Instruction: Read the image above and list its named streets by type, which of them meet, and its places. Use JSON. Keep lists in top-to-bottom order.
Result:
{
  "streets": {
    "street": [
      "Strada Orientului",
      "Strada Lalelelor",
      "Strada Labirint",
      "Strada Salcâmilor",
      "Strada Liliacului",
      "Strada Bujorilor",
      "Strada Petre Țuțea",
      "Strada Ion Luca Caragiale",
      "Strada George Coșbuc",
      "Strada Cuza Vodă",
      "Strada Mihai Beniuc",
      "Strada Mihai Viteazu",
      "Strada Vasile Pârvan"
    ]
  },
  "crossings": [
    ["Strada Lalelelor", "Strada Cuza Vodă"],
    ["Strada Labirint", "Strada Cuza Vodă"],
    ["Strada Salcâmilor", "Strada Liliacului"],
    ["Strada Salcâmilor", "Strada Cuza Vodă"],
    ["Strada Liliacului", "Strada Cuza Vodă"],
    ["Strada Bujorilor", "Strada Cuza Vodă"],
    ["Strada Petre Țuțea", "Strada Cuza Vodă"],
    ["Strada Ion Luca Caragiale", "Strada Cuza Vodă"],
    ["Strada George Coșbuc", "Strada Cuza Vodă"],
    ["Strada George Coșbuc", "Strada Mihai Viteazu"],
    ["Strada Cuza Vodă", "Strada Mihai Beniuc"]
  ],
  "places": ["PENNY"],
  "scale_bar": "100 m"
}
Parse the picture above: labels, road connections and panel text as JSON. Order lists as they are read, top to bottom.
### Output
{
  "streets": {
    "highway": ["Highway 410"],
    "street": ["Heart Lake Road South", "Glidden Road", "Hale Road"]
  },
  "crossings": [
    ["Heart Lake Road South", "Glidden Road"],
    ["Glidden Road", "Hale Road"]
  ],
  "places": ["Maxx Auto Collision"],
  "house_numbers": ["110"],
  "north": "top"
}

++++++++++++++++++++

Directions: Every record in the material above should be set down exactly.

Solved exercise:
Instruction: Read the image above and list its named streets by type, which of them meet, and its places. Use JSON. Keep lists in top-to-bottom order.
Result:
{
  "streets": {
    "street": [
      "Strada Orientului",
      "Strada Lalelelor",
      "Strada Labirint",
      "Strada Salcâmilor",
      "Strada Liliacului",
      "Strada Bujorilor",
      "Strada Petre Țuțea",
      "Strada Ion Luca Caragiale",
      "Strada George Coșbuc",
      "Strada Cuza Vodă",
      "Strada Mihai Beniuc",
      "Strada Mihai Viteazu",
      "Strada Vasile Pârvan"
    ]
  },
  "crossings": [
    ["Strada Lalelelor", "Strada Cuza Vodă"],
    ["Strada Labirint", "Strada Cuza Vodă"],
    ["Strada Salcâmilor", "Strada Liliacului"],
    ["Strada Salcâmilor", "Strada Cuza Vodă"],
    ["Strada Liliacului", "Strada Cuza Vodă"],
    ["Strada Bujorilor", "Strada Cuza Vodă"],
    ["Strada Petre Țuțea", "Strada Cuza Vodă"],
    ["Strada Ion Luca Caragiale", "Strada Cuza Vodă"],
    ["Strada George Coșbuc", "Strada Cuza Vodă"],
    ["Strada George Coșbuc", "Strada Mihai Viteazu"],
    ["Strada Cuza Vodă", "Strada Mihai Beniuc"]
  ],
  "places": ["PENNY"],
  "scale_bar": "100 m"
}
Parse the picture above: labels, road connections and panel text as JSON. Order lists as they are read, top to bottom.
### Output
{
  "streets": {
    "highway": ["Highway 410"],
    "street": ["Heart Lake Road South", "Glidden Road", "Hale Road"]
  },
  "crossings": [
    ["Heart Lake Road South", "Glidden Road"],
    ["Glidden Road", "Hale Road"]
  ],
  "places": ["Maxx Auto Collision"],
  "house_numbers": ["110"],
  "north": "top"
}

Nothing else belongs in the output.